Stored items:
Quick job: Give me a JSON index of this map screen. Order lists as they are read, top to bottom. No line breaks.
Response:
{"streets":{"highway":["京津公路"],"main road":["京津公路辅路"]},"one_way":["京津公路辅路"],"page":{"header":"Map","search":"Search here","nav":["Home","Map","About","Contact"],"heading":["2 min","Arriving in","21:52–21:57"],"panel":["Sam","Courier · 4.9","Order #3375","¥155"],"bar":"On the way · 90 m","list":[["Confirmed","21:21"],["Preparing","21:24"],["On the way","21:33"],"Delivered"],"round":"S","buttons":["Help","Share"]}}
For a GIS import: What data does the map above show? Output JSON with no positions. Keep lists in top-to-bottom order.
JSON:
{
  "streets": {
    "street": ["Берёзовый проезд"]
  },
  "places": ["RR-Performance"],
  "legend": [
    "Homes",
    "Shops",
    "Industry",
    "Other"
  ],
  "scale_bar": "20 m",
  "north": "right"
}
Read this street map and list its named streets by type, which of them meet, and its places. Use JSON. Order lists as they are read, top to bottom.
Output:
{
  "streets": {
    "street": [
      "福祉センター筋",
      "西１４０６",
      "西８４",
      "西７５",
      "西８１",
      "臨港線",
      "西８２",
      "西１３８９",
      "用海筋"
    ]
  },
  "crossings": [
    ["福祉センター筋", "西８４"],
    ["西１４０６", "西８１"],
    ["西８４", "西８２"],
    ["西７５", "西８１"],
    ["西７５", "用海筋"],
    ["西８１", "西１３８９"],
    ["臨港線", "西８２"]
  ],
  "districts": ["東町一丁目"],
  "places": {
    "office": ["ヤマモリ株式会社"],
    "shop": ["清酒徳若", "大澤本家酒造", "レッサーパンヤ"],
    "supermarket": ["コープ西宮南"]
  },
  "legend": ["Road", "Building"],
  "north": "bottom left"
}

### EXERCISE GOAL
Write out every record verbatim.

### RESPONSE FOR THIS EXERCISE
Quick job: Give me a JSON index of this map screen. Order lists as they are read, top to bottom. No line breaks.
Response:
{"streets":{"highway":["京津公路"],"main road":["京津公路辅路"]},"one_way":["京津公路辅路"],"page":{"header":"Map","search":"Search here","nav":["Home","Map","About","Contact"],"heading":["2 min","Arriving in","21:52–21:57"],"panel":["Sam","Courier · 4.9","Order #3375","¥155"],"bar":"On the way · 90 m","list":[["Confirmed","21:21"],["Preparing","21:24"],["On the way","21:33"],"Delivered"],"round":"S","buttons":["Help","Share"]}}
For a GIS import: What data does the map above show? Output JSON with no positions. Keep lists in top-to-bottom order.
JSON:
{
  "streets": {
    "street": ["Берёзовый проезд"]
  },
  "places": ["RR-Performance"],
  "legend": [
    "Homes",
    "Shops",
    "Industry",
    "Other"
  ],
  "scale_bar": "20 m",
  "north": "right"
}
Read this street map and list its named streets by type, which of them meet, and its places. Use JSON. Order lists as they are read, top to bottom.
Output:
{
  "streets": {
    "street": [
      "福祉センター筋",
      "西１４０６",
      "西８４",
      "西７５",
      "西８１",
      "臨港線",
      "西８２",
      "西１３８９",
      "用海筋"
    ]
  },
  "crossings": [
    ["福祉センター筋", "西８４"],
    ["西１４０６", "西８１"],
    ["西８４", "西８２"],
    ["西７５", "西８１"],
    ["西７５", "用海筋"],
    ["西８１", "西１３８９"],
    ["臨港線", "西８２"]
  ],
  "districts": ["東町一丁目"],
  "places": {
    "office": ["ヤマモリ株式会社"],
    "shop": ["清酒徳若", "大澤本家酒造", "レッサーパンヤ"],
    "supermarket": ["コープ西宮南"]
  },
  "legend": ["Road", "Building"],
  "north": "bottom left"
}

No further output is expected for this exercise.